[Stored data]:
* * * *

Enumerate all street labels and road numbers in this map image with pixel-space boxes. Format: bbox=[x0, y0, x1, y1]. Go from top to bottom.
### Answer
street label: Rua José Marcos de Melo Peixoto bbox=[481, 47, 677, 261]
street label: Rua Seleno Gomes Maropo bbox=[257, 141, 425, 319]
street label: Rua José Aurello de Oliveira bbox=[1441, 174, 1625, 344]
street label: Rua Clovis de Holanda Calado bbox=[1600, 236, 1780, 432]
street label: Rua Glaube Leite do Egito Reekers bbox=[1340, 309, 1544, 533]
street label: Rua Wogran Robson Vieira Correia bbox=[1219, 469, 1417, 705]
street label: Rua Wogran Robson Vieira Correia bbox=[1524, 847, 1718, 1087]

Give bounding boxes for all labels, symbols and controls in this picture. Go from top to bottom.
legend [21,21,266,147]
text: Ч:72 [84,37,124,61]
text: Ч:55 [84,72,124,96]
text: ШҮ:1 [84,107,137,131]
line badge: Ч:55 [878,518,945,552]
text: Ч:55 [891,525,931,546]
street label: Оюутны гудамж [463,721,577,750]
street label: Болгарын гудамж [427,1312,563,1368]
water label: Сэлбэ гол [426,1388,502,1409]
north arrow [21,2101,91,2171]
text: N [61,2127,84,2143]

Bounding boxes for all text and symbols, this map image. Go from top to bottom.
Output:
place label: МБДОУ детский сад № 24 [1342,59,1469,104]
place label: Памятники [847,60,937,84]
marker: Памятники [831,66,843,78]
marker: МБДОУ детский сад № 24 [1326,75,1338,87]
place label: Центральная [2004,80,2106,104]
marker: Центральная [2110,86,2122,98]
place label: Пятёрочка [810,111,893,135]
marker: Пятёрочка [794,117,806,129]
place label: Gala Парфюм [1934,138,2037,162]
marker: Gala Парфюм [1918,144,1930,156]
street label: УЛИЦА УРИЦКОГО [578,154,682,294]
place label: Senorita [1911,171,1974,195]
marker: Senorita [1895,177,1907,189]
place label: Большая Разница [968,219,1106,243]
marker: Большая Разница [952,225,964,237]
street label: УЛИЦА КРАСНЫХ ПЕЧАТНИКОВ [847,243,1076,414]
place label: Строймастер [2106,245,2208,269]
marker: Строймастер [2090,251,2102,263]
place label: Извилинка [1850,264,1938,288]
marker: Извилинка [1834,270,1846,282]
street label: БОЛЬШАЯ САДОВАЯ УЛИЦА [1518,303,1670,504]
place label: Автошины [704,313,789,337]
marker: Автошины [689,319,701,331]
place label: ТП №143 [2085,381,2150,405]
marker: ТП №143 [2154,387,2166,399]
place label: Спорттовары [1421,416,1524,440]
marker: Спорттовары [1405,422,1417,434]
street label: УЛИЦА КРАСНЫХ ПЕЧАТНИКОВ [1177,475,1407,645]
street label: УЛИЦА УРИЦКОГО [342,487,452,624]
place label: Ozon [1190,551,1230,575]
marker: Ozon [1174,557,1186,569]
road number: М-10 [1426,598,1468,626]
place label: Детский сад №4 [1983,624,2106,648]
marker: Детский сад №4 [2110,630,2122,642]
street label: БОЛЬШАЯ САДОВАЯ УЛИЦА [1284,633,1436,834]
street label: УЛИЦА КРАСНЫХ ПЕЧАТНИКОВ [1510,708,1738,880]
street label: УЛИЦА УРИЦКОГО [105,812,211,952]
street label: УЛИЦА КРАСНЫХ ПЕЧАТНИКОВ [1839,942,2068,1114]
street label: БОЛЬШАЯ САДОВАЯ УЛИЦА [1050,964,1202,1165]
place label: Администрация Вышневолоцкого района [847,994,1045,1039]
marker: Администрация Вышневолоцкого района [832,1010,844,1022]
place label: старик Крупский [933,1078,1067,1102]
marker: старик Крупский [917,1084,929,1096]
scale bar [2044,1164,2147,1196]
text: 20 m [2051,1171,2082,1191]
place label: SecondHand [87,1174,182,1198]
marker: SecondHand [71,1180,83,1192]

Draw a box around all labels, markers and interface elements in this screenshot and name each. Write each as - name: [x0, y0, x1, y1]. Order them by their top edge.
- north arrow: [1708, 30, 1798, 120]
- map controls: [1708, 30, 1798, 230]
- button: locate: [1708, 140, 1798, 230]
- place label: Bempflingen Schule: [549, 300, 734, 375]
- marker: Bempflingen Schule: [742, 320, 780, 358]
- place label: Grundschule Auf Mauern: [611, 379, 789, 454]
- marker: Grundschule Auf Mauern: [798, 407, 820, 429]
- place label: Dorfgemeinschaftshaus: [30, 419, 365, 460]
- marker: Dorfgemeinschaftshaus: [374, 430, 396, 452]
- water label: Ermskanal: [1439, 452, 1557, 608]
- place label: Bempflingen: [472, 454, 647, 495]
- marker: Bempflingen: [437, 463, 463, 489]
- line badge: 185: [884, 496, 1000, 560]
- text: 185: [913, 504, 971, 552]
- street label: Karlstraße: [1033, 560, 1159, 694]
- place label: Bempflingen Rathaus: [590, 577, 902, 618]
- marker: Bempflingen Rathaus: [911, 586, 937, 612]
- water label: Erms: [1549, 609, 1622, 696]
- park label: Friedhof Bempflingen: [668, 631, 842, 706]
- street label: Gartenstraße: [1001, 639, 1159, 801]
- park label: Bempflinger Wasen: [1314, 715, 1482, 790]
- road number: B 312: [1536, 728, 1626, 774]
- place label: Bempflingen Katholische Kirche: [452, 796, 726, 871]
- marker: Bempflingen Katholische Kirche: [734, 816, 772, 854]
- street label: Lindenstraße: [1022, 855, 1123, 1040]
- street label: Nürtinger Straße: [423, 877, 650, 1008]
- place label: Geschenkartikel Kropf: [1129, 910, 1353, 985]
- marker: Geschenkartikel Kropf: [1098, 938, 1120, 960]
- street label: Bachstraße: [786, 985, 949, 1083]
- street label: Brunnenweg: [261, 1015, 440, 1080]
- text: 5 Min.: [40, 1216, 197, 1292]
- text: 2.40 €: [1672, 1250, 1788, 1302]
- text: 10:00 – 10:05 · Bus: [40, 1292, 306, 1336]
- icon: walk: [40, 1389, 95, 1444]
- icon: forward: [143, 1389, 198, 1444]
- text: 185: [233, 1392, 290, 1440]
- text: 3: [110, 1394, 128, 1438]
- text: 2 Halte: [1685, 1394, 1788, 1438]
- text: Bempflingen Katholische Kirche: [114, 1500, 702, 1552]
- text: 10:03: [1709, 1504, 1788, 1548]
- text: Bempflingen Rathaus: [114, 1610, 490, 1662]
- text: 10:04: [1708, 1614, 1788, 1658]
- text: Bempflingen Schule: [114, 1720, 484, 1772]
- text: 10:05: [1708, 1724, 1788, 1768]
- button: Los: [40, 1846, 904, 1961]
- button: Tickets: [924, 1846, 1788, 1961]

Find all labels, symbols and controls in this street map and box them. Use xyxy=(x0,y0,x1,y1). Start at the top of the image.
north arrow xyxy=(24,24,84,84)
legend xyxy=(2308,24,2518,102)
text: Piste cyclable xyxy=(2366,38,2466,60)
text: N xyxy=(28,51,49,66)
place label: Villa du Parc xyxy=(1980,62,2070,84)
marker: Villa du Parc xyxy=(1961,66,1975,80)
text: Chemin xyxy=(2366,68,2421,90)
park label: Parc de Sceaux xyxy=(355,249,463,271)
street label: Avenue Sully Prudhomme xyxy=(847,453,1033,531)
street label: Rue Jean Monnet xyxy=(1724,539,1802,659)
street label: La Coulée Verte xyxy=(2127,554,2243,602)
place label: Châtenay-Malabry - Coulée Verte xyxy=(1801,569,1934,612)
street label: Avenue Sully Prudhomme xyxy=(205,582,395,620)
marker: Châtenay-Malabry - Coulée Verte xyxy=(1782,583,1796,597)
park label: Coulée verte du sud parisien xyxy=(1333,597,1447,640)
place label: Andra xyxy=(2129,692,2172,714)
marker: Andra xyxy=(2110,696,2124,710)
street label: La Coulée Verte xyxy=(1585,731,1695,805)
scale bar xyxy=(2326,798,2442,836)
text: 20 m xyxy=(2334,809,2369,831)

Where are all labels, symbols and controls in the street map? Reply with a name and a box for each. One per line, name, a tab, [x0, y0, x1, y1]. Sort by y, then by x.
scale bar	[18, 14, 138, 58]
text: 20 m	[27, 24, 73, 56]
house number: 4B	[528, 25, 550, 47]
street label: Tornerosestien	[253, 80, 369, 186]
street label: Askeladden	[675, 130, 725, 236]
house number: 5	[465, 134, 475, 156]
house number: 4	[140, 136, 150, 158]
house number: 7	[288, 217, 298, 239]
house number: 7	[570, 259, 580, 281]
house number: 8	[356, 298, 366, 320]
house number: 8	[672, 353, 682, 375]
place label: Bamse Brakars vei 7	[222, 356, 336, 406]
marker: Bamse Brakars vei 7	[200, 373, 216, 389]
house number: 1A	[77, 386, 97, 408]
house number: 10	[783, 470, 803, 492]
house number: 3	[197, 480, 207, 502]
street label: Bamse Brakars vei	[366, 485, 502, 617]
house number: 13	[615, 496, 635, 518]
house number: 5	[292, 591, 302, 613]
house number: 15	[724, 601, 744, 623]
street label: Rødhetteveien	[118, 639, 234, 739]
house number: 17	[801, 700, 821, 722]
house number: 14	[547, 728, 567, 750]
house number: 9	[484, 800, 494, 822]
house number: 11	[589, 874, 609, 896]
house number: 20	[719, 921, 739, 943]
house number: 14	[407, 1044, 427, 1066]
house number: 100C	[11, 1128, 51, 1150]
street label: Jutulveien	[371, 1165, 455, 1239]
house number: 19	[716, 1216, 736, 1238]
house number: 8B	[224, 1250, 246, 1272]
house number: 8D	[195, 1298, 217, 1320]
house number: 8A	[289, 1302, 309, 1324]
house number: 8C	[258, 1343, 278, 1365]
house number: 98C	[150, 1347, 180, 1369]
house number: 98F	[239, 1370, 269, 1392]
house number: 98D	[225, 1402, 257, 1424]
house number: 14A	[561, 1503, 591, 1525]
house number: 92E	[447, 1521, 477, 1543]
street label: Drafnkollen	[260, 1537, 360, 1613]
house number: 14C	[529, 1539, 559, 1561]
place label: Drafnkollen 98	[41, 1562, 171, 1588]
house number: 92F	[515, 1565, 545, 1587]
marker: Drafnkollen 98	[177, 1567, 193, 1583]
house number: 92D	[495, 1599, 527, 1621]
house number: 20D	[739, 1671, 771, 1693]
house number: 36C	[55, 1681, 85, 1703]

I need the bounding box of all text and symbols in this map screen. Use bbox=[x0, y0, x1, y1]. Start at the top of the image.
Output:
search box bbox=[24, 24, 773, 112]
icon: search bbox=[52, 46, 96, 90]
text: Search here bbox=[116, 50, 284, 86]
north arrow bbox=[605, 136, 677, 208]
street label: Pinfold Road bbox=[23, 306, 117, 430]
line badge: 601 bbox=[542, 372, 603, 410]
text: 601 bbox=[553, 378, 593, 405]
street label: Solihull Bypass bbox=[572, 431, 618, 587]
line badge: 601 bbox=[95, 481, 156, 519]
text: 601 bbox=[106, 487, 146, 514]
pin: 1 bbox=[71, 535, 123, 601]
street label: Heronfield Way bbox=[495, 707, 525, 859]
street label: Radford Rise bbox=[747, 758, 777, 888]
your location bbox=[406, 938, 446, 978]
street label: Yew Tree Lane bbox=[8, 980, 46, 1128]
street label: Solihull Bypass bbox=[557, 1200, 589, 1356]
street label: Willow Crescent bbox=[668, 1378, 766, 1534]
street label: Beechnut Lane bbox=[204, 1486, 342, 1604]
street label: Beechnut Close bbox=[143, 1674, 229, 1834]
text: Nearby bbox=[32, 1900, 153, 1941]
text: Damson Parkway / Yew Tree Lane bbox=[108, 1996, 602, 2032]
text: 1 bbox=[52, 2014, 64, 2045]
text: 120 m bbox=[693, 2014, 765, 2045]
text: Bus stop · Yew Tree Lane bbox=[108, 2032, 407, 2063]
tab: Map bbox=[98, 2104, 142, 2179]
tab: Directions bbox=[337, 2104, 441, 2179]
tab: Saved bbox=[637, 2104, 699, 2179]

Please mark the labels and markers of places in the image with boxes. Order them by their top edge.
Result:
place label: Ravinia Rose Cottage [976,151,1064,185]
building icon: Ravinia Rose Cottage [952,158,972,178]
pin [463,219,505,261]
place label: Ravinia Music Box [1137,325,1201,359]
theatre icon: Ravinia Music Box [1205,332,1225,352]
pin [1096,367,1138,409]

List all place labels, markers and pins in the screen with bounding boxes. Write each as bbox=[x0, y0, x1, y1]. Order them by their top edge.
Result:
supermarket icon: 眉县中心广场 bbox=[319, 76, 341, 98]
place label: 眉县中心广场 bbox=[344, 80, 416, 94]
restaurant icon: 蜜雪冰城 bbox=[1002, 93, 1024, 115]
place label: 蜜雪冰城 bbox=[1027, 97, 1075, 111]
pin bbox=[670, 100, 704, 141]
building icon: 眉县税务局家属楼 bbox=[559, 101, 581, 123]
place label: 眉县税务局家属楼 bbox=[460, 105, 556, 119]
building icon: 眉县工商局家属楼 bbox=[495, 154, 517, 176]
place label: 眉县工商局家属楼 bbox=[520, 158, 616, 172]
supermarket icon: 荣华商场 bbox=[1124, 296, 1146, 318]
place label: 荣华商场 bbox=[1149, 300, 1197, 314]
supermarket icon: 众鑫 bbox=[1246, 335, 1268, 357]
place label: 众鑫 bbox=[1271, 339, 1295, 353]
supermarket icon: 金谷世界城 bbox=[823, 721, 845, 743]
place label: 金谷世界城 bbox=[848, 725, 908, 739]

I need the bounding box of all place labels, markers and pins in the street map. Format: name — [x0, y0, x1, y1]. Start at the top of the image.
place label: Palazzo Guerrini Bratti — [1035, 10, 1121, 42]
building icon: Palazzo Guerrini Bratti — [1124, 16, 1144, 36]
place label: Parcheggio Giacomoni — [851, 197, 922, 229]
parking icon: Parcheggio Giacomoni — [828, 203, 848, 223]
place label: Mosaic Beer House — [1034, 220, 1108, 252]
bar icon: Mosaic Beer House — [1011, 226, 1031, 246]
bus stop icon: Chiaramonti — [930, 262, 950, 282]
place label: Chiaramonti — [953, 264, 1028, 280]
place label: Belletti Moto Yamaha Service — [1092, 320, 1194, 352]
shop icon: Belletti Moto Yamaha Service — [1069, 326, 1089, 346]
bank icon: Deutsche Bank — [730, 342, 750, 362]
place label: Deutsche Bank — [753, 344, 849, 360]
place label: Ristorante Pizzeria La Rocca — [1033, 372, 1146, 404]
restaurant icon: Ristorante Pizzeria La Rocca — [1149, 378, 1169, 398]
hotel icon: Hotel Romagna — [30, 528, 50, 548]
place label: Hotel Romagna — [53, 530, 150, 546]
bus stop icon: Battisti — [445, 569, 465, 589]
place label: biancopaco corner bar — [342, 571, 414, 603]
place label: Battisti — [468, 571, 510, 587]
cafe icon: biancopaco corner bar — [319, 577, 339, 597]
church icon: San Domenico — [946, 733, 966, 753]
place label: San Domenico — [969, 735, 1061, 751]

* * * *

[YOUR INSTRUCTIONS]: The answer should consist of the lines from the first line of the entries through the line with "Bounding boxes for all text", copied exactly.

[EXERCISE ANSWER]:
Enumerate all street labels and road numbers in this map image with pixel-space boxes. Format: bbox=[x0, y0, x1, y1]. Go from top to bottom.
### Answer
street label: Rua José Marcos de Melo Peixoto bbox=[481, 47, 677, 261]
street label: Rua Seleno Gomes Maropo bbox=[257, 141, 425, 319]
street label: Rua José Aurello de Oliveira bbox=[1441, 174, 1625, 344]
street label: Rua Clovis de Holanda Calado bbox=[1600, 236, 1780, 432]
street label: Rua Glaube Leite do Egito Reekers bbox=[1340, 309, 1544, 533]
street label: Rua Wogran Robson Vieira Correia bbox=[1219, 469, 1417, 705]
street label: Rua Wogran Robson Vieira Correia bbox=[1524, 847, 1718, 1087]

Give bounding boxes for all labels, symbols and controls in this picture. Go from top to bottom.
legend [21,21,266,147]
text: Ч:72 [84,37,124,61]
text: Ч:55 [84,72,124,96]
text: ШҮ:1 [84,107,137,131]
line badge: Ч:55 [878,518,945,552]
text: Ч:55 [891,525,931,546]
street label: Оюутны гудамж [463,721,577,750]
street label: Болгарын гудамж [427,1312,563,1368]
water label: Сэлбэ гол [426,1388,502,1409]
north arrow [21,2101,91,2171]
text: N [61,2127,84,2143]

Bounding boxes for all text and symbols, this map image. Go from top to bottom.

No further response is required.